• [TASK STATEMENT]:
Restate all of the following data exactly, keeping any images out of the copy.

• [SUPPLIED DATA]:
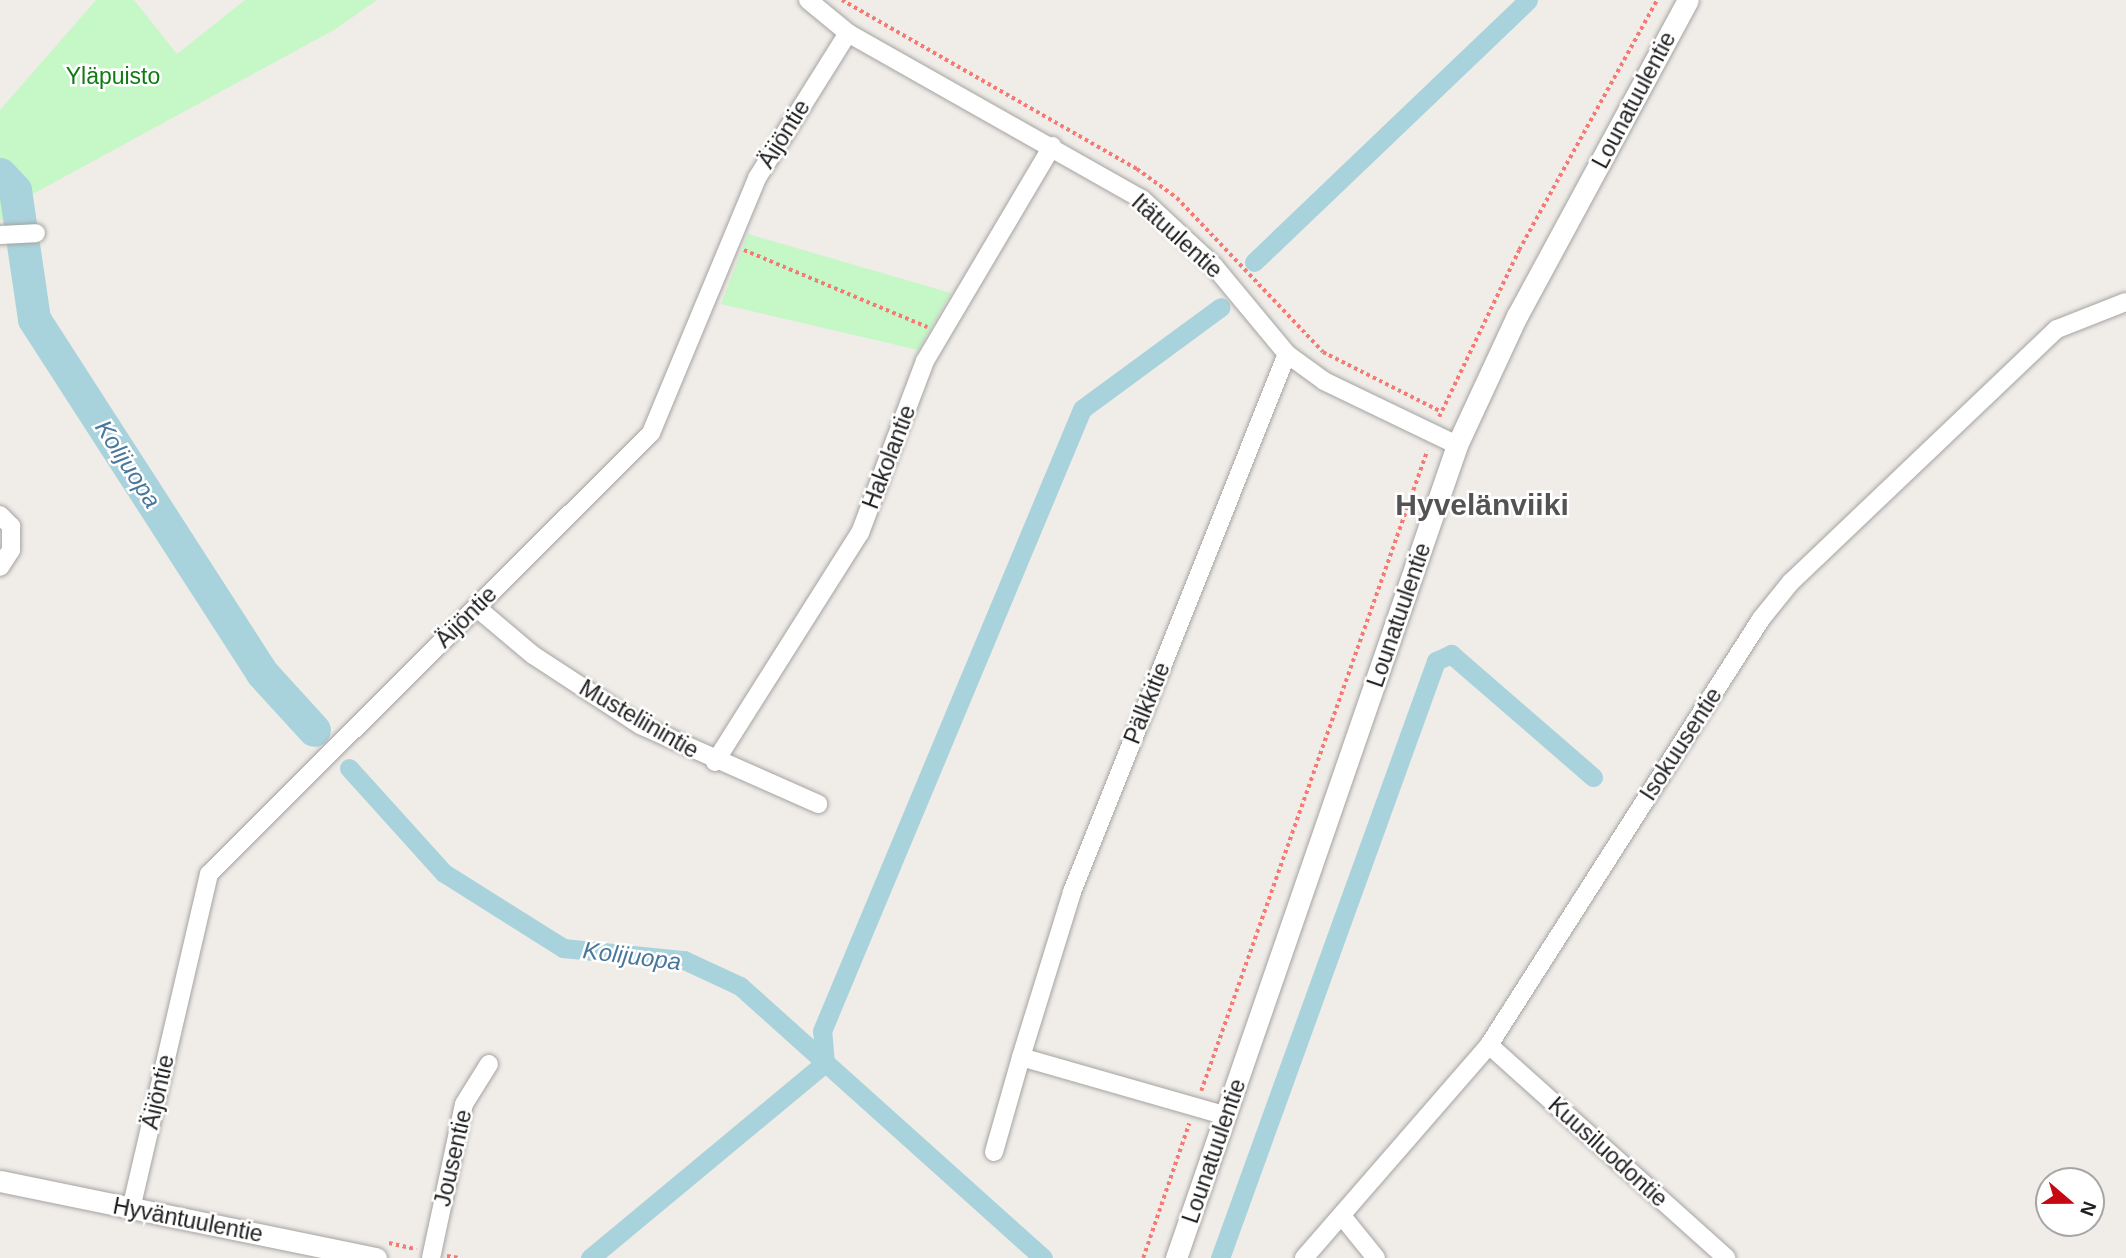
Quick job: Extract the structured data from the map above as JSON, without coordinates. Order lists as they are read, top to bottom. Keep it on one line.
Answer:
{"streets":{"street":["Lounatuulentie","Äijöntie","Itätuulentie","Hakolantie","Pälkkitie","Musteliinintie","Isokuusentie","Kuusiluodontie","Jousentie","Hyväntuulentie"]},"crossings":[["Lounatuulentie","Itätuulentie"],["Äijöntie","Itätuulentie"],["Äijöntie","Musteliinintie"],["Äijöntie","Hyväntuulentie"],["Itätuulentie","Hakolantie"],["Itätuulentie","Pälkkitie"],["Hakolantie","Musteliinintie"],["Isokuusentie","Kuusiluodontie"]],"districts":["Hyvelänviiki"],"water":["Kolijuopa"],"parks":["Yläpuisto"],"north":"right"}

• [RESULT OF THE TASK]:
Quick job: Extract the structured data from the map above as JSON, without coordinates. Order lists as they are read, top to bottom. Keep it on one line.
Answer:
{"streets":{"street":["Lounatuulentie","Äijöntie","Itätuulentie","Hakolantie","Pälkkitie","Musteliinintie","Isokuusentie","Kuusiluodontie","Jousentie","Hyväntuulentie"]},"crossings":[["Lounatuulentie","Itätuulentie"],["Äijöntie","Itätuulentie"],["Äijöntie","Musteliinintie"],["Äijöntie","Hyväntuulentie"],["Itätuulentie","Hakolantie"],["Itätuulentie","Pälkkitie"],["Hakolantie","Musteliinintie"],["Isokuusentie","Kuusiluodontie"]],"districts":["Hyvelänviiki"],"water":["Kolijuopa"],"parks":["Yläpuisto"],"north":"right"}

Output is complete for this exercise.